Если предмет описания существует для нас в качестве «твердого», объективированного, всегда самому себе тождественного феномена, его описание может и должно руководствоваться универсальными принципами связности, единства, непротиворечивости, экономности, полноты — принципами, со времен Декарта (если не Аристотеля) повсеместно признаваемыми необходимым «методом» научного познания такого рода предметов. Поэтому структурная модель, как и позитивистская классификация, которой она пришла на смену, исходит из необходимости соблюдать, хотя бы в качестве конечного идеала, единство строения предмета; избегать логических противоречий и пересечений, то есть того, чтобы об одном и том же объекте иметь разные, логически несовместимые суждения; избегать скачков, то есть ситуаций, когда последуюшее состояние не выводится предсказуемым образом из предыдущего; быть рационально и по возможности экономно построенной и в то же время покрывать свой предмет с максимально возможной полнотой. Другое дело, что можно задать вопрос: почему мир языковой мыслительной деятельности должен описываться на основаниях, действительных для предметов, на которые этот мир заведомо и очевидно не похож? Однако такой вопрос даже не возникал, поскольку теоретическая мысль новой эпохи с самого начала «нашла» свой предмет, сконструировав его таким образом, чтобы задавать такие вопросы не было нужды и повода. Идея о том, что предмет научного описания может не иметь единой сущности, возвышающейся над всей разрозненностью и бесконечной изменчивостью его конкретных воплощений; что само это отсутствие организующего центра, разрозненность и непостоянство и е с т ь
его сущность, — такая идея была в равной мере чужда господствующему направлению в науке о языке как минувшего, так и нынешнего века.Поэтому же структурная модель языка с такой легкостью и естественностью заимствовала категории и параметры, в которых описывается язык, из таксономического инвентаря предыдущей эпохи, лишь транспонировав их в мир идеальных релятивных таксономий. Звук преображается в фонему, наборы «этимологических форм» (как их называли в XIX веке) — в структуру морфологических парадигм, «формы словосочетаний» и «члены предложения» — в синтаксические схемы и функции, словарные единицы и их толкования — в лексемы и семемы. Я не хочу сказать, что этот процесс не заключал в себе ничего, кроме механического переписывания из одних понятийных конвенций в другие: несомненно, рассмотрение всех этих единиц на абстрактно-реляционном уровне позволило обнаружить много нового и далеко продвинуло лингвистику на избранном ею пути. Для меня, однако, выглядит симптоматичным тот факт, что сам принцип членения языка именно на такие «единицы», унаследованные от позитивистской науки, не подвергнулся сомнению; было, конечно, немало частных ревизий того, из каких и скольких компонентов складывается языковой механизм, но в принципе инвентарь базовых единиц, в которых мы мыслим описание языка, остается — с поправкой на абстрактное их отображение — тем же, что в XIX веке.

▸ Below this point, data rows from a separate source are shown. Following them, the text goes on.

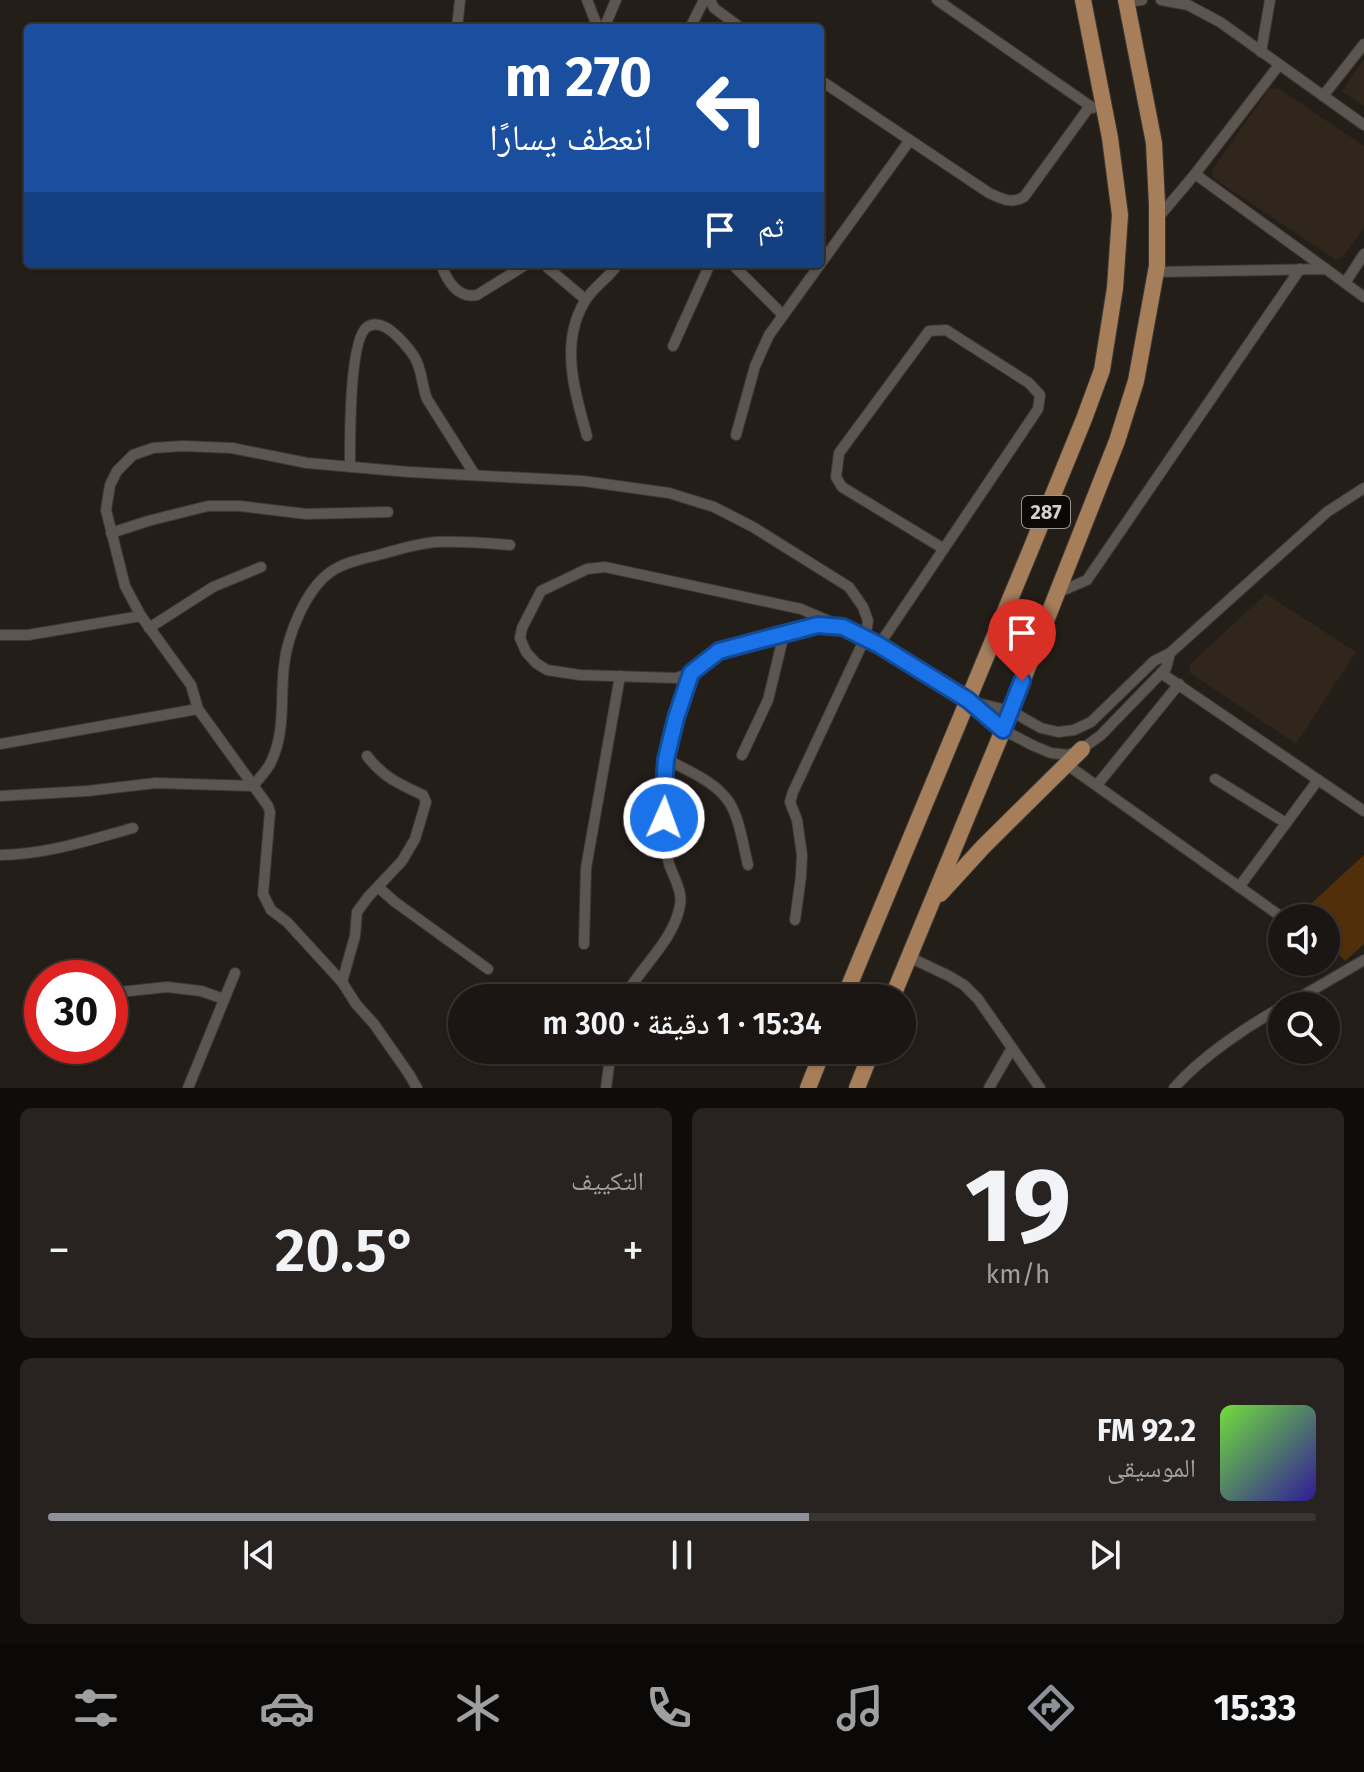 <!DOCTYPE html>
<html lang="ar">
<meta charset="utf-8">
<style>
body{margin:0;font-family:"Fira Sans","Noto Naskh Arabic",sans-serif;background:#282321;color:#f1f3f6;direction:rtl;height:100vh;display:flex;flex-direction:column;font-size:30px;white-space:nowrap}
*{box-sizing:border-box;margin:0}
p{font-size:26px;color:#a09fa0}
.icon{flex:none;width:44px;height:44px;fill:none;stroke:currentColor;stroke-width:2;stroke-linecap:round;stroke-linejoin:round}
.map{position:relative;height:1088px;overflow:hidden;direction:ltr}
.side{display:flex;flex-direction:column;gap:20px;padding:20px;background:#0f0c0a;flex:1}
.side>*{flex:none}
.top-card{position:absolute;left:24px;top:24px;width:800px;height:244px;border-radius:8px;box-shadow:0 2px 6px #0004,0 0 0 2px #393533;direction:rtl;background:#1a4fa0;color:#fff;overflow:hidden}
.fabs{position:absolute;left:1268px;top:904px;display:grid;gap:16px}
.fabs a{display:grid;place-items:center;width:72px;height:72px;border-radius:50%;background:#1b1613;box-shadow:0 2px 6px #0004,0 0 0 2px #393533;font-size:40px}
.speed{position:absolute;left:24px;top:960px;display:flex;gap:16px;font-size:40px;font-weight:700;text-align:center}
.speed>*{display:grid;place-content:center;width:104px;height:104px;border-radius:50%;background:#1b1613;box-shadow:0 2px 6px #0004,0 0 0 2px #393533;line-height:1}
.speed .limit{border:12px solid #d22;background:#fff;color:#111}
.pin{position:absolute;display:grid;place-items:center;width:68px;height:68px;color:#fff;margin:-82px -34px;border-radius:50% 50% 50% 0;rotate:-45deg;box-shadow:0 0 8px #0007}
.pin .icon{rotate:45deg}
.me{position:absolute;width:88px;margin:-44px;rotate:2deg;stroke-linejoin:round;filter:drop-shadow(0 0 6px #0008)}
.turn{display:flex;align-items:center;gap:28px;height:168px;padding:0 40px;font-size:36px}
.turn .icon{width:104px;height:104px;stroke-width:2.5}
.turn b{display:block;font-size:56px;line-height:68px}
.then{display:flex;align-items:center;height:76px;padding:0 40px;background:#0003;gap:16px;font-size:30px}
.big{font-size:60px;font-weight:600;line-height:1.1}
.side .card{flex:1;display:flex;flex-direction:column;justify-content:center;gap:12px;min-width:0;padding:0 28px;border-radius:12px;background:#282321}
.side .dial{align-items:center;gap:0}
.dial b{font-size:104px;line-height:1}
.song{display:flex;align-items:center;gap:24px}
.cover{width:96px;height:96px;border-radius:12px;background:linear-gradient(135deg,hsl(100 70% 55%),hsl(250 70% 35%))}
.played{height:8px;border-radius:4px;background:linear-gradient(90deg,#8c9099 60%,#393533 60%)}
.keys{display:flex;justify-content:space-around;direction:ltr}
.heat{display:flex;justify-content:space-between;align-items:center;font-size:44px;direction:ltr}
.side .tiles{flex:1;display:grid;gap:20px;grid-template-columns:1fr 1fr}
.card:last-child{grid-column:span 2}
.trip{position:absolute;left:448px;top:984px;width:468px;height:80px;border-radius:40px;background:#1b1613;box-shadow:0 2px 6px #0004,0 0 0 2px #393533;font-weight:600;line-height:80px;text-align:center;direction:rtl}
.tab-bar{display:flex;height:128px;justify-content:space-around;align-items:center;background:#0b0908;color:#a09fa0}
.tab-bar .icon{width:56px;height:56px}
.tab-bar .active{color:#8c9099}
.tab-bar b{font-size:36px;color:#f1f3f6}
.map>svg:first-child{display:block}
.built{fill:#30261c}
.green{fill:#522f0b}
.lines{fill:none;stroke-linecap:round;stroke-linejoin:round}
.minor-casing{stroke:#3d3835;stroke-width:12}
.primary-casing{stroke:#3d3835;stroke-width:18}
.minor{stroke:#5d5650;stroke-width:10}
.primary{stroke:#a67e5a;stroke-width:16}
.route-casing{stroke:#114b97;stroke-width:20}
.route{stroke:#1a73e8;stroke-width:14}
.labels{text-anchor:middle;stroke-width:8;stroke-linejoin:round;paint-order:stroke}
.shield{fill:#0b0907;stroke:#989592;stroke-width:2}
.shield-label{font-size:20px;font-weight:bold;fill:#d5d1ce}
</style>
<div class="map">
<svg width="1364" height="1088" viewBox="0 0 1364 1088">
<rect width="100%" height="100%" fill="#241e19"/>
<g class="built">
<path d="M1364,59V106L1342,91Z"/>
<path d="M1278,88L1364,146V227L1343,257L1336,260L1213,178L1212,170L1269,89Z"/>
<path d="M1266,594L1356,652L1296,744L1190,673V664Z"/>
</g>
<path class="green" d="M1364,855V944L1345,961L1326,940V918H1307L1302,912Z"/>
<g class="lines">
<g class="minor-casing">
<g id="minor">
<path d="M587,0L598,28"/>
<path d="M710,0L714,8L741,28"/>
<path d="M937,0L1093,108"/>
<path d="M1161,0L1188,5L1220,22L1364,125"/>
<path d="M1127,2L1142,0"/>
<path d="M457,28L460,0"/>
<path d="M604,28L616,0"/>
<path d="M690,28L704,0"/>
<path d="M1261,52L1270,0"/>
<path d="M820,80L989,193C1002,199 1011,204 1024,197L1090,106"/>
<path d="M1323,96L1364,44"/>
<path d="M1195,174L1326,269"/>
<path d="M1157,219L1195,174L1279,65"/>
<path d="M441,264C447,281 458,299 477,295L527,264"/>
<path d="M547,264L548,268L585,299"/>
<path d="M732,264L783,315"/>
<path d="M1156,272L1326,269L1364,297"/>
<path d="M1345,283L1364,254"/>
<path d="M673,346L710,264"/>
<path d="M736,435L755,366L769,335L910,140"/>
<path d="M587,436C575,393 559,343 585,301C593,287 609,278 618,264"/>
<path d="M350,467C350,443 349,340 367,327C373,323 379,324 385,327C395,332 409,348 415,358C422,370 422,386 427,399L475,475"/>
<path d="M111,533L148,521L208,506H240L306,514L388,512"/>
<path d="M1057,593L1087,580L1300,269"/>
<path d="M843,627L801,609L605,567L587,569L541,591L522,628L520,638L526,652L536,663L547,670L580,675L676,678L691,673L719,651L818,625L843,627L879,645L968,700L1003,730L1034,746L1051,753L1068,755L1082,749L1101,735L1166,668L1170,653"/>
<path d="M149,628L213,587L261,567"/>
<path d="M0,635H28L141,616"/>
<path d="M879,645L1038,409L1040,395L1029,383L946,330L929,331L839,453L836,477L842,487L944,549"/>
<path d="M1161,673L1364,811"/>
<path d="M973,702L1011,711L1041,728L1058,732L1074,730L1091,722L1154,661L1170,653L1327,512L1364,488"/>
<path d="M0,744L198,709"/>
<path d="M742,755L768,700L784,634"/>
<path d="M666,759C686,770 712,780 726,798C739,813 743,845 748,865"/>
<path d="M1066,764L1283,918"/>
<path d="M1215,779L1286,823"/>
<path d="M1097,785L1179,684"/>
<path d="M0,796L87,791L156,783L253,786C259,778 267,771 271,762C286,731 280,698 284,666C287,636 306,588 332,571C345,562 363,559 378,555C397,550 418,543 437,542C462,541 486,543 510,545"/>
<path d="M0,855C45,855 89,840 133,828"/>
<path d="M378,887L395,902L488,969"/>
<path d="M1239,887L1318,780"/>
<path d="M584,944L586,868L620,676"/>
<path d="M909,957L949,976L964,985L978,999L1040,1088"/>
<path d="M342,982L355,936L357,912L368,897L402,861L415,839L426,802L423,795C399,784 383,777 367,756"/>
<path d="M110,993L167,987L201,991L224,999"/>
<path d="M624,998C640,967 674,941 680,905C683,892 673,876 669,864C667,855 665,844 664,834C659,778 673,725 691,673"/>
<path d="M1285,1006L1364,960"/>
<path d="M188,1088L235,973"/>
<path d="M417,1088L409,1074L374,1024L356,1004L342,982L287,922L271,910L263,894L270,812L268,806L198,709L191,685L141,616L125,586L106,510L110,485L117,471L133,455L153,448L183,446L232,448L307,463L409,472L583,481L669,493L714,507L753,527L849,587L863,607L868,621L865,638L793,792L790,802L797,820L802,855L801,876L795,920"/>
<path d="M606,1088L611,1050"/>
<path d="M989,1088L1012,1048"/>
<path d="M1174,1088C1200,1058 1247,1026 1282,1007"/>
</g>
</g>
<g class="primary-casing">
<g id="primary">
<path d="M940,894L983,847L1082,749"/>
<path d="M844,998L1028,556L1084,419L1102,370L1115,288L1120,215L1110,138L1083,0"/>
<path d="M892,998L1003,730L1117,441L1136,381L1157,266V204L1154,143L1126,0"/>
<path d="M808,1088L823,1050"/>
<path d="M857,1088L872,1050"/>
</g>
</g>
<use href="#minor" class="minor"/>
<use href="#primary" class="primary"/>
</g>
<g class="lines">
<g class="route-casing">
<path id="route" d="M664,818L663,801L666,759L676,718L691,673L719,651L768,638L818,625L843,627L879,645L968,700L1003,730L1022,681"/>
</g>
<use href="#route" class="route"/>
</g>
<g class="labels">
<rect class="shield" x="1022" y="496" width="48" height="32" rx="6"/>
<g class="shield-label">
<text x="1046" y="519">287</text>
</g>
</g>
</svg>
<div class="fabs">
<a><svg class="icon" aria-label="sound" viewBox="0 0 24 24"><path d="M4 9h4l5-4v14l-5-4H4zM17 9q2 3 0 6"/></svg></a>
<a><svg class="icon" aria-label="search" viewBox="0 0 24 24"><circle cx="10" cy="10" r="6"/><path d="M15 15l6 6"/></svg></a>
</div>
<div class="speed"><div class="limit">30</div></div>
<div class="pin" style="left:1022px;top:681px;background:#d93025"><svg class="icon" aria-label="arrive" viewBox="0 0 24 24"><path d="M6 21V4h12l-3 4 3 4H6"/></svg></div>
<svg class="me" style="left:664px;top:818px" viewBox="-20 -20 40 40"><circle r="17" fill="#1a73e8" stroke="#fff" stroke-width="3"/><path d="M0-11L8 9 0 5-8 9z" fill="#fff"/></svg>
<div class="trip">15:34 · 1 دقيقة · 300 m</div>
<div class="top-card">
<div class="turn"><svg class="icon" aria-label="left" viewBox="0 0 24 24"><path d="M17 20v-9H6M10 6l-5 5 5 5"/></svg><div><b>270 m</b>انعطف يسارًا</div></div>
<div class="then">ثم<svg class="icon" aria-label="arrive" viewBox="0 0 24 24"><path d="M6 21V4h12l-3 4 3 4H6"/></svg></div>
</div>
</div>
<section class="side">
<div class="tiles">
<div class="card dial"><b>19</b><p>km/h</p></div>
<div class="card"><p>التكييف</p>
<div class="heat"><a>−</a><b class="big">20.5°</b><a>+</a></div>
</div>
<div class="card">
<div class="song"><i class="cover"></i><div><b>92.2 FM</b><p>الموسيقى</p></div></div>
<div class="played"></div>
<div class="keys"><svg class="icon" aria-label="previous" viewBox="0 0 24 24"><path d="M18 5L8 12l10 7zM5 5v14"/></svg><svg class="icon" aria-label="pause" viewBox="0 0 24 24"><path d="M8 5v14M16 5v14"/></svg><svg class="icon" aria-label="next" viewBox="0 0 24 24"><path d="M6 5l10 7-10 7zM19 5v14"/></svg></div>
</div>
</div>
</section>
<nav class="tab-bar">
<b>15:33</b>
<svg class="icon active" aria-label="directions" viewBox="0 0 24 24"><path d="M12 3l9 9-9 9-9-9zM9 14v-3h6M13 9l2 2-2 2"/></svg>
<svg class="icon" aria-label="music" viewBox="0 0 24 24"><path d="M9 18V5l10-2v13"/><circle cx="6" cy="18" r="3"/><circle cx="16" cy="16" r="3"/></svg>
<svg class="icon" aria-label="phone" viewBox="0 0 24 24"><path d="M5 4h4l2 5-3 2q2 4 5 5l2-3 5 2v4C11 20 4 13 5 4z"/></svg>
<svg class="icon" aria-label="climate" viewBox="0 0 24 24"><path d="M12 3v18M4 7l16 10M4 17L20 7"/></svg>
<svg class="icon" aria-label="car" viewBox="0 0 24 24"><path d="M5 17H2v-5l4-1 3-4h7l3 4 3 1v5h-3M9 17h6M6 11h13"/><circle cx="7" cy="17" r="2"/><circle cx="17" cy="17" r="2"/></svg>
<svg class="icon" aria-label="filters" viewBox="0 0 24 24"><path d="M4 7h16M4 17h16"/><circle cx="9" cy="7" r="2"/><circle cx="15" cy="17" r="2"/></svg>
</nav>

Сама бескомпромиссность, с которой новое направление мысли противополагало себя «позитивизму», оказывалась интеллектуальной ловушкой. «Новый мир» идеальных ценностей, построенный как диаметральная противоположность «старого», оборачивался его близнецом-антиподом (или, если угодно, «обратной перспективой»)[24]
. Идеальное оказывалось противоположным, а не внеположным эмпирическому.Бескомпромиссное разделение «внешнего» и «внутреннего»[25]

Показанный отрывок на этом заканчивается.